Department of Biochemistry, University of Calcutta, Kolkata, India.
Department of Chemical, Biological and Macromolecular Sciences, S. N. Bose National Centre for Basic Sciences, Kolkata, India.
Curr Drug Deliv. 2022;19(10):991-1000. doi: 10.2174/1567201819666220328142620.

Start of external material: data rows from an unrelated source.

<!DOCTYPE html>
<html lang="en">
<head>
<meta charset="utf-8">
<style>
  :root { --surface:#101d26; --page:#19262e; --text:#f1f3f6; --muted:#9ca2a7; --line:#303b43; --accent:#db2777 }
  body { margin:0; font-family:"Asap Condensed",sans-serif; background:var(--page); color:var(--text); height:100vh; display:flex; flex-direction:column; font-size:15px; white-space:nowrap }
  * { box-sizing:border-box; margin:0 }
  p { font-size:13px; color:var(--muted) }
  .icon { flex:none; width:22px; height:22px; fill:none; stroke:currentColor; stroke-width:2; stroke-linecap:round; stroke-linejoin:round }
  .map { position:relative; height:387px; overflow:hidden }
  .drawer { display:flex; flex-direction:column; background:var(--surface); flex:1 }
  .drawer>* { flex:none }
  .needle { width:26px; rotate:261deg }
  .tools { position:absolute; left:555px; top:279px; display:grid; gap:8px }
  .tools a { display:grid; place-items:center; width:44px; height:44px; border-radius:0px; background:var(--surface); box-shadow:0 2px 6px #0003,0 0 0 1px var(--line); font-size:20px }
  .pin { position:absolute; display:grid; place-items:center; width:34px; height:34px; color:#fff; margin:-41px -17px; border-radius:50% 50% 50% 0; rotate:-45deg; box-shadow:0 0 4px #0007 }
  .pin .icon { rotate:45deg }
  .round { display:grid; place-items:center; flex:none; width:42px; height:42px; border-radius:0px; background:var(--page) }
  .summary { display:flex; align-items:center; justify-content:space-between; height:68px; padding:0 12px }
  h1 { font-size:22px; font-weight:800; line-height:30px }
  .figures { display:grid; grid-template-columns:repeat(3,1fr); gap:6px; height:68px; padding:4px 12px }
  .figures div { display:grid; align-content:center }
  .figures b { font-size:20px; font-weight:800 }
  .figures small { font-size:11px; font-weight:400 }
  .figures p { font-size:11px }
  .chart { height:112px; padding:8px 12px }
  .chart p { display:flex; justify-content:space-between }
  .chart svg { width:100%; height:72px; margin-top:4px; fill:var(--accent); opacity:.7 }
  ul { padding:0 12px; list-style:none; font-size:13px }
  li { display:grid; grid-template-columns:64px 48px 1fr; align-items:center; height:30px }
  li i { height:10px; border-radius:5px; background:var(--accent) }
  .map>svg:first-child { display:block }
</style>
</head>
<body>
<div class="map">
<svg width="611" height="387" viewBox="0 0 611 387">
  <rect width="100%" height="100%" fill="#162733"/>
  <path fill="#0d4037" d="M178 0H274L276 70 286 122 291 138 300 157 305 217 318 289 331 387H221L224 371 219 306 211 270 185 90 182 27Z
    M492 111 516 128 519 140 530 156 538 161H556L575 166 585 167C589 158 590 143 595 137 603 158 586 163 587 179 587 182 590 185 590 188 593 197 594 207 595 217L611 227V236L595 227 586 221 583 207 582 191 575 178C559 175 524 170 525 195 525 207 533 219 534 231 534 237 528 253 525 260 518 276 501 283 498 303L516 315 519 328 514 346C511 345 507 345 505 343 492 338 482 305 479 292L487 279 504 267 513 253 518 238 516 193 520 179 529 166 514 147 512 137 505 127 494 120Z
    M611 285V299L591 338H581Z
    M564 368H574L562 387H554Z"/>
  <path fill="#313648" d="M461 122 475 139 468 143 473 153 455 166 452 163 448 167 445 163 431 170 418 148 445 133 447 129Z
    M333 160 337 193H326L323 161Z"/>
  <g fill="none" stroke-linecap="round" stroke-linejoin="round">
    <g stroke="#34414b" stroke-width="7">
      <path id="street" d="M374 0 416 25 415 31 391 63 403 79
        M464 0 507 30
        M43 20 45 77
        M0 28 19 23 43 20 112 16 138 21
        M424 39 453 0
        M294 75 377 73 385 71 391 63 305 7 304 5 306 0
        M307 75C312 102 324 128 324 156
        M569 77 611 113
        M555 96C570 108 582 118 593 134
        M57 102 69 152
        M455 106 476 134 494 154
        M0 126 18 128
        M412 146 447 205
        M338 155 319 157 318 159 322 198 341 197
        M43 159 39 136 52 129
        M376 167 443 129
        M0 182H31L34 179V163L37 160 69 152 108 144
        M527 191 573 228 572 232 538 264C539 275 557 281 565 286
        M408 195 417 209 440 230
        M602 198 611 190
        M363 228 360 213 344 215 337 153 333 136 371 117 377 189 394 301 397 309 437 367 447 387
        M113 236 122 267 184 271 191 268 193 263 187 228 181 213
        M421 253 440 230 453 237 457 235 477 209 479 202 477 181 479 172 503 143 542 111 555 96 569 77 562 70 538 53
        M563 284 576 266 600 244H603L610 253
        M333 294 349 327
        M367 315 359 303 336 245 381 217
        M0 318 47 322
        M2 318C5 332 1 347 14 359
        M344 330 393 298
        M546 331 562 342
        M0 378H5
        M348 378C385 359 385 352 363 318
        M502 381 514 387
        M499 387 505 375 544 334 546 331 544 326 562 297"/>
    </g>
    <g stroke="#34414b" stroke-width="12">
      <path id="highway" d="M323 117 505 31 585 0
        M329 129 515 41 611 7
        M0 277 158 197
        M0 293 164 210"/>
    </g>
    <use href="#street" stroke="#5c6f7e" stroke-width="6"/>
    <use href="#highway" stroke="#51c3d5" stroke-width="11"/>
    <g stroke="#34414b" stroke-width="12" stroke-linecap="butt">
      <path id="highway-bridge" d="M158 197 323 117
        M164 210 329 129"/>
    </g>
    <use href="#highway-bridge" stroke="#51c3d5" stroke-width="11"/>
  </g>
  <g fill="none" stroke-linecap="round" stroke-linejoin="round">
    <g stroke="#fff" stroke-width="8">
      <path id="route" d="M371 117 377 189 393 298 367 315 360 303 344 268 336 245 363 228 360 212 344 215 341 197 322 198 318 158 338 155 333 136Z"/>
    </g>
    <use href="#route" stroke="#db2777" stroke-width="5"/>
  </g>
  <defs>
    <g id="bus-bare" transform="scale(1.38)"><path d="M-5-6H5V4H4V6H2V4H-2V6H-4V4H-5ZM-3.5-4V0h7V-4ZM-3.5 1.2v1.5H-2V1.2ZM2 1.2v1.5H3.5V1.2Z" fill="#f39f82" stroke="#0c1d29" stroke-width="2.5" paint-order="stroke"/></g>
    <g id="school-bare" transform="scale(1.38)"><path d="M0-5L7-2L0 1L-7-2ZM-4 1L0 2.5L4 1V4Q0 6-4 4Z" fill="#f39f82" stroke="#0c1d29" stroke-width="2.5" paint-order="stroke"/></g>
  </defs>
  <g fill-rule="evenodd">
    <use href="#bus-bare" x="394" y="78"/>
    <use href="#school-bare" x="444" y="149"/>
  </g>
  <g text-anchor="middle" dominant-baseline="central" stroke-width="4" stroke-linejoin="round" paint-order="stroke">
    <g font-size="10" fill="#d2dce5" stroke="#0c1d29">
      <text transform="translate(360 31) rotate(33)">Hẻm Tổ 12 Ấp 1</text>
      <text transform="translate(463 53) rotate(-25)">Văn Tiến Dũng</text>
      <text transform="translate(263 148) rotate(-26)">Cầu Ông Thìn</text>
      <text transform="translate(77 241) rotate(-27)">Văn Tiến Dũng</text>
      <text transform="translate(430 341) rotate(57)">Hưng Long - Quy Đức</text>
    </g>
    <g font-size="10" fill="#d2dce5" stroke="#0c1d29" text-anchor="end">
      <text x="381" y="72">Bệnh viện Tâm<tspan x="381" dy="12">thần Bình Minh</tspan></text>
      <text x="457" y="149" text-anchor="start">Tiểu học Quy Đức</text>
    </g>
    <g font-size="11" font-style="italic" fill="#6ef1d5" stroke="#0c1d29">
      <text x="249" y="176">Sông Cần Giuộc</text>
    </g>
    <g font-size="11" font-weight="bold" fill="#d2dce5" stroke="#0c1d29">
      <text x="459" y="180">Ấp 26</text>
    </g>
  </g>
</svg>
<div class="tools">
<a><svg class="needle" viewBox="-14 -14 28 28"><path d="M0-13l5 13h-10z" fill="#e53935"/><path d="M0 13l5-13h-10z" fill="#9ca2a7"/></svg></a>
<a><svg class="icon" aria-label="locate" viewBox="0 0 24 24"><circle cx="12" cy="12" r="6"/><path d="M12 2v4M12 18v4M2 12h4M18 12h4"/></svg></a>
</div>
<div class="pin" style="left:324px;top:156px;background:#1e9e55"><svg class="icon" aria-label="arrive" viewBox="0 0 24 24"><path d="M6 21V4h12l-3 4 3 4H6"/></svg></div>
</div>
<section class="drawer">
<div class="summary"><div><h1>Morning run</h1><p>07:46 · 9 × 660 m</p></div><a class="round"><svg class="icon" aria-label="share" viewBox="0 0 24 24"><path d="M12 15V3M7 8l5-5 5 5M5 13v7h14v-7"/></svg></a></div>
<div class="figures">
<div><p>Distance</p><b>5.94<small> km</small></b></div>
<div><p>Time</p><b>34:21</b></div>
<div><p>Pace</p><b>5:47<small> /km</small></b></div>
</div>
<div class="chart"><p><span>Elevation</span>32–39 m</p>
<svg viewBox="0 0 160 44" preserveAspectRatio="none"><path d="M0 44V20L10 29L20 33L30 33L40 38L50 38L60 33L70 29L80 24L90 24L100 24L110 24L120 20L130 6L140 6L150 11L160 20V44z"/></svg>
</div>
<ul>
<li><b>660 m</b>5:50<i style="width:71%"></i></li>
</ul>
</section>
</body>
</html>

The direct delivery of therapeutic molecules is generally inefficient and has several problems. Hence, nanomedicines with targeted and controlled delivery applications have been an exciting field of research for the past decade. In this regard, the adjustable properties of inorganic nanoparticles like particle size distribution, ability to change the targeting ligand to have a higher affinity towards the pathologic cell, and controlled delivery properties have made them indispensable for targeted drug delivery applications. Changing the ligand on the surface of the inorganic nanoparticle can direct different therapeutic molecules to different organs like the liver, spleen, kidney, bone, and even brain. However, while the other targeted nanomedicines are well-reported, the targeting of therapeutics to bone marrow cells is sparse in the literature. Hence, the administration of therapeutics for bone-related disorders, like bone metastases, leads to several problems, such as severe systemic toxicity and suboptimal efficacy. In this direction, we have shown our successful effort to functionalise a model inorganic nanoparticle (FeO) by glutamate ligand which is reported to have a high affinity towards the NMDA receptors of the bone cells. We have performed spectroscopic studies to characterize the nano-hybrid. We have shown that the cargo or the FeO nanoparticle possesses the ability to generate photo-induced reactive oxygen species (ROS), thereby leading to a therapeutic opportunity for bone metastases. In addition, the nanoparticle also possesses the ability to generate enhanced ROS on X-ray irradiation, which may provide a new strategy for bone metastases and cancer therapy. Also, this paper reviews the advancement in the drug delivery applications of inorganic nanoparticles and highlights the crosstalk between the inorganic nanoparticles with the conjugated targeting ligand for efficient delivery applications.
治疗分子的直接递送通常效率低下,并且存在几个问题。因此,具有靶向和控制递药应用的纳米药物在过去十年一直是一个令人兴奋的研究领域。在这方面,无机纳米粒子如粒径分布、改变靶向配体以提高对病理细胞亲和力的能力以及控制递药性质等可调节性质,使它们成为靶向药物递药应用不可或缺的一部分。改变无机纳米粒子表面的配体可以将不同的治疗分子引导到不同的器官,如肝脏、脾脏、肾脏、骨骼,甚至大脑。然而,虽然其他靶向纳米药物已有大量报道,但将治疗药物靶向骨髓细胞的文献却很少。因此,对于与骨骼相关的疾病(如骨转移)的治疗药物的给药会导致许多问题,如严重的全身毒性和疗效不佳。在这方面,我们已经成功地努力将模型无机纳米粒子(FeO)功能化,通过谷氨酸配体与骨细胞的 NMDA 受体具有高亲和力。我们进行了光谱研究来表征纳米杂化物。我们已经表明,货物或 FeO 纳米粒子具有生成光诱导活性氧物种(ROS)的能力,从而为骨转移提供了治疗机会。此外,该纳米粒子还具有在 X 射线照射下生成增强 ROS 的能力,这可能为骨转移和癌症治疗提供一种新策略。此外,本文还综述了无机纳米粒子在药物递药应用方面的进展,并强调了无机纳米粒子与共轭靶向配体之间的相互作用,以实现有效的递药应用。